Somehow, today seems to be the day for conveniently placed heartfelt interactions, because the moment he leaves the kitchen, Shiro bumps right into an unusually subdued Lance.

“Heya, Shiro.”

“Lance.”

“You seem like a man on a mission.”

It’s interesting, he thinks, how Lance has the occasional ability to cut to the quick of a matter in no time at all. He’s very much like Keith in that way. No time for messing around when he thinks something is important. The recent turmoil they’ve found themselves in has sharpened him, honed his innate senses a bit. It makes Shiro proud. These are more things Shiro is unsure of voicing.

“In a sense,” is what he goes with.

Lance furrows his brows.

“He waited for you by your healing pod. It was honestly gross. You guys should get a room.”
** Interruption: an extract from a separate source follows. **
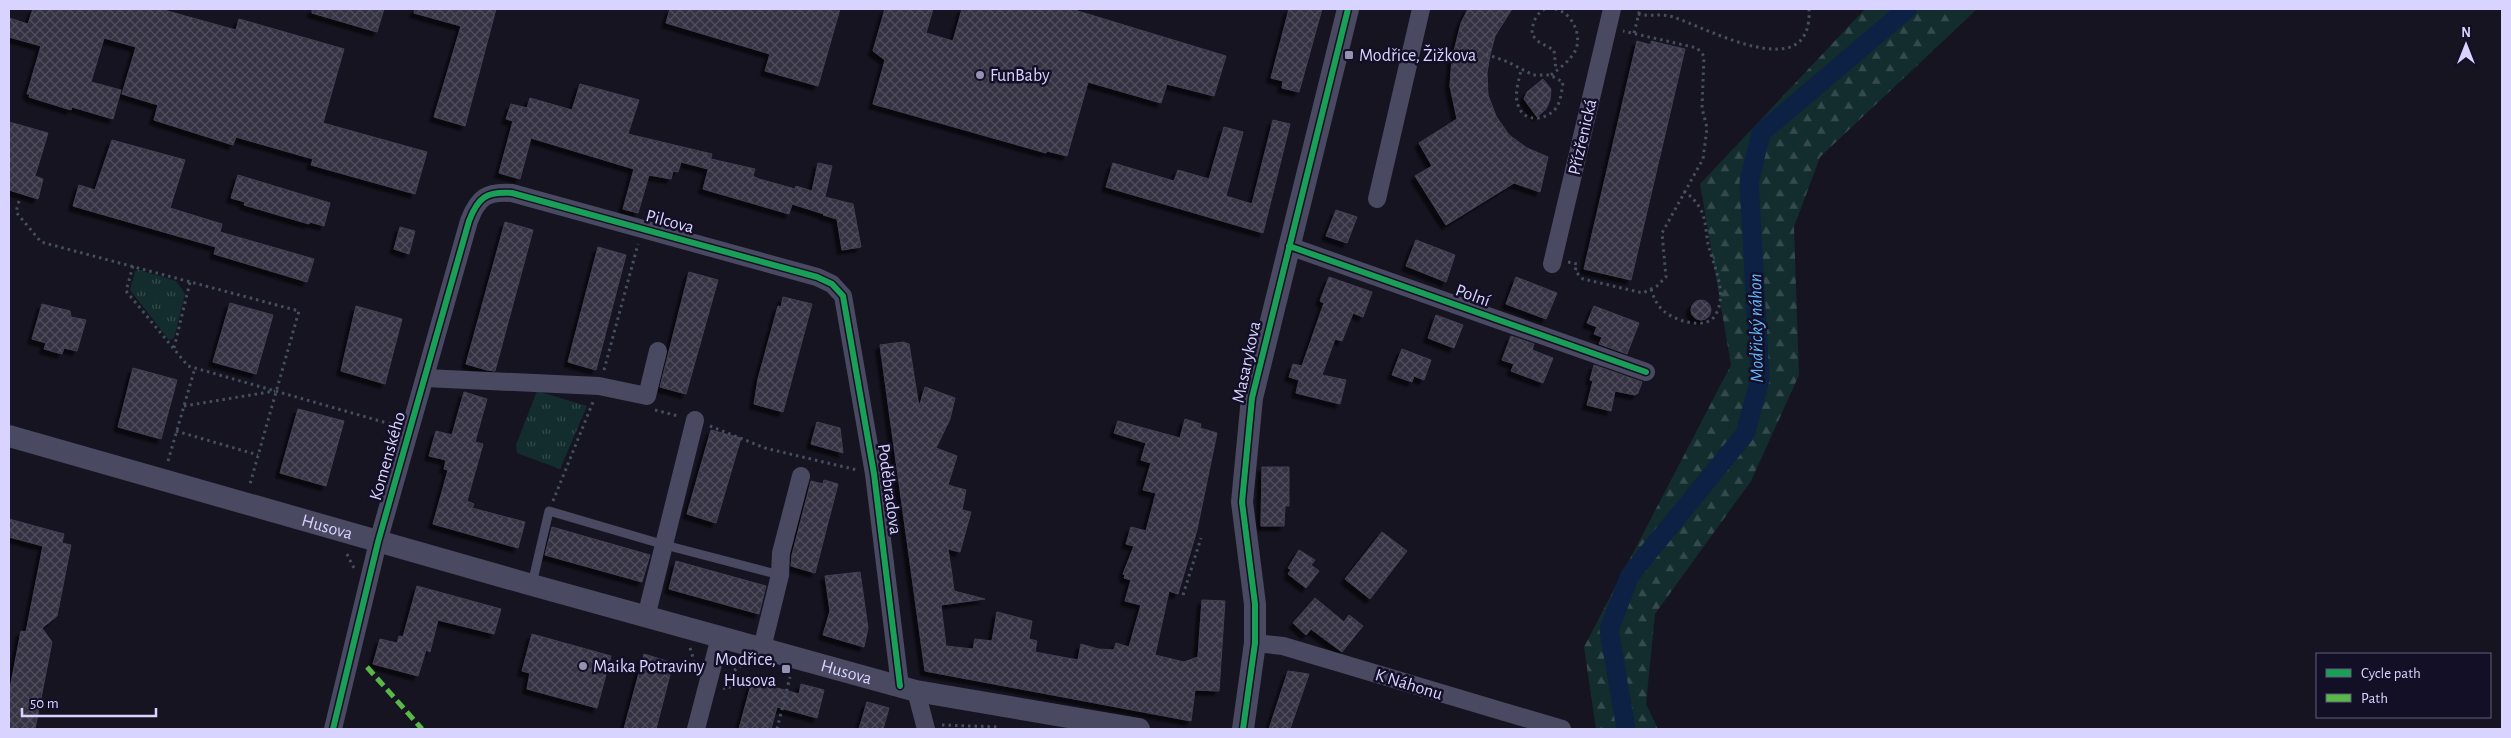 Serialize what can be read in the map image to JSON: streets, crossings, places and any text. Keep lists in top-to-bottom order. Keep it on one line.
{"streets":{"street":["Přízřenická","Pilcova","Polní","Masarykova","Komenského","Poděbradova","Husova","K Náhonu"]},"crossings":[["Pilcova","Komenského"],["Pilcova","Poděbradova"],["Polní","Masarykova"],["Masarykova","K Náhonu"],["Komenského","Husova"],["Poděbradova","Husova"]],"water":["Modřický náhon"],"places":{"transit":["Modřice, Žižkova","Modřice, Husova"],"other":["FunBaby","Maika Potraviny"]},"legend":["Cycle path","Path"],"scale_bar":"50 m","north":"top"} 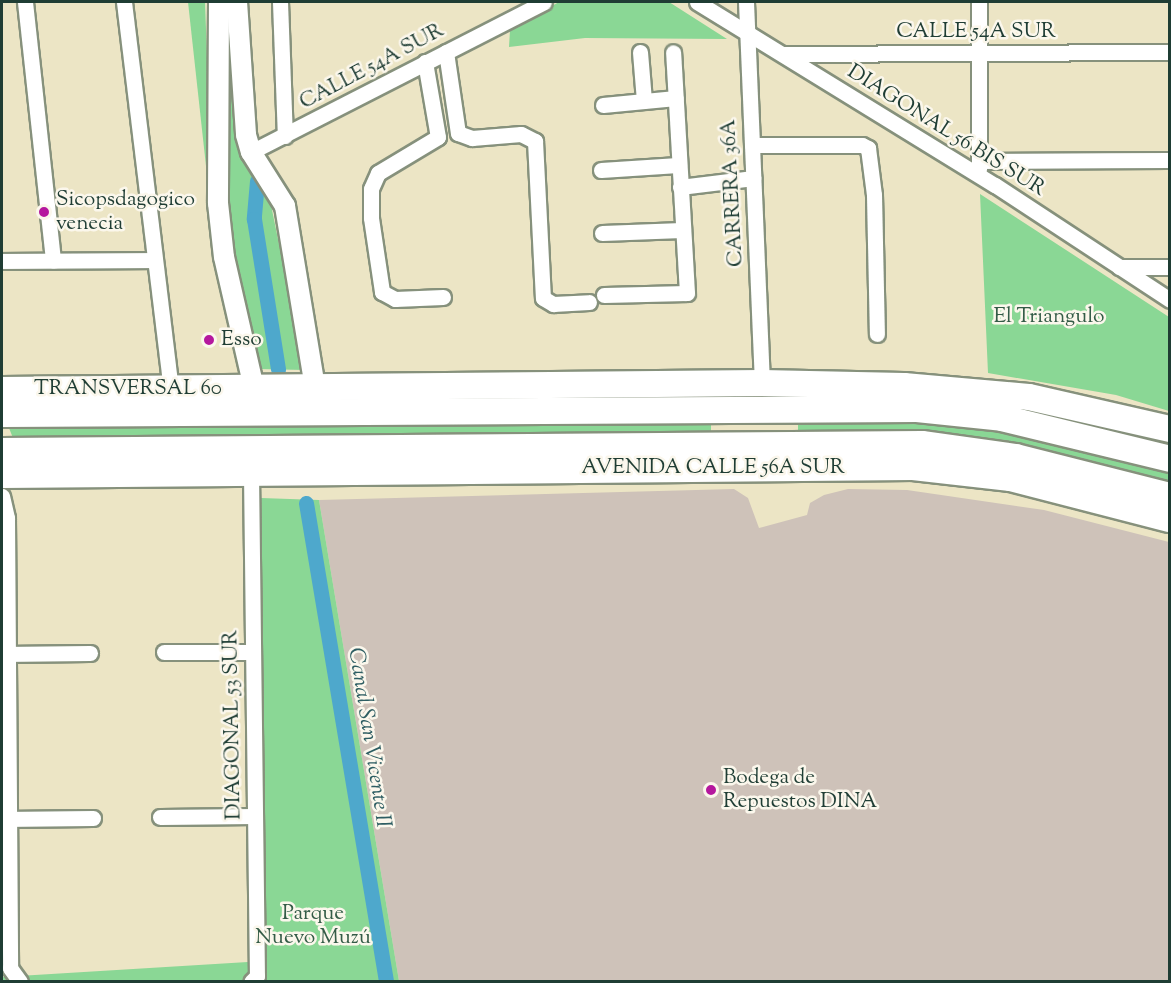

The sudden statement rattles a snort out of Shiro, “That’s…a thought.”

“Another thought,” Lance continues, holding a finger up in his face with a smirk, “would be to quit sulking around, man. We all want things. Just like, go get it.”

Shiro feels the surprise spreading across his face.

“But hey, can you maybe just not make out in the common room or whatever? The rest of us have to spend time in there, too.”

Lance shoves his hands in the pockets of his jeans and strolls off whistling. If Shiro were holding something, he briefly thinks that he’d launch it down the hall at his back. Instead, he heads for the stairs.

He finds Keith standing at the window of the training deck, staring out into the inky darkness of the space that looms and presses in on them. His fingers are pressed to the glass, tracing constellations or trajectories or flight paths (it’s always a little difficult to tell) – aimless wandering to occupy his hands.

Shiro takes heavy steps into the room, and Keith turns his head at the sound, glancing over his shoulder. Violet eyes meet brown and soften nearly imperceptibly.

“Takashi,” he greets, the ghost of a grin on his lips.

Shiro’s world stumbles to a stop, all focus pinpointed down to a single time, a single place, a single person. He clenches his fists, releases them, breathes in deep, releases it, steps forward. He has things he needs to say, questions he needs to ask, and miracles he desperately hopes to receive. He has a flame to stoke in his rib cage. He has issues that he’ll certainly need to work through, but he knows now that he just can’t do it alone. He doesn’t want to do it alone. He wants to allow himself to be selfish for once.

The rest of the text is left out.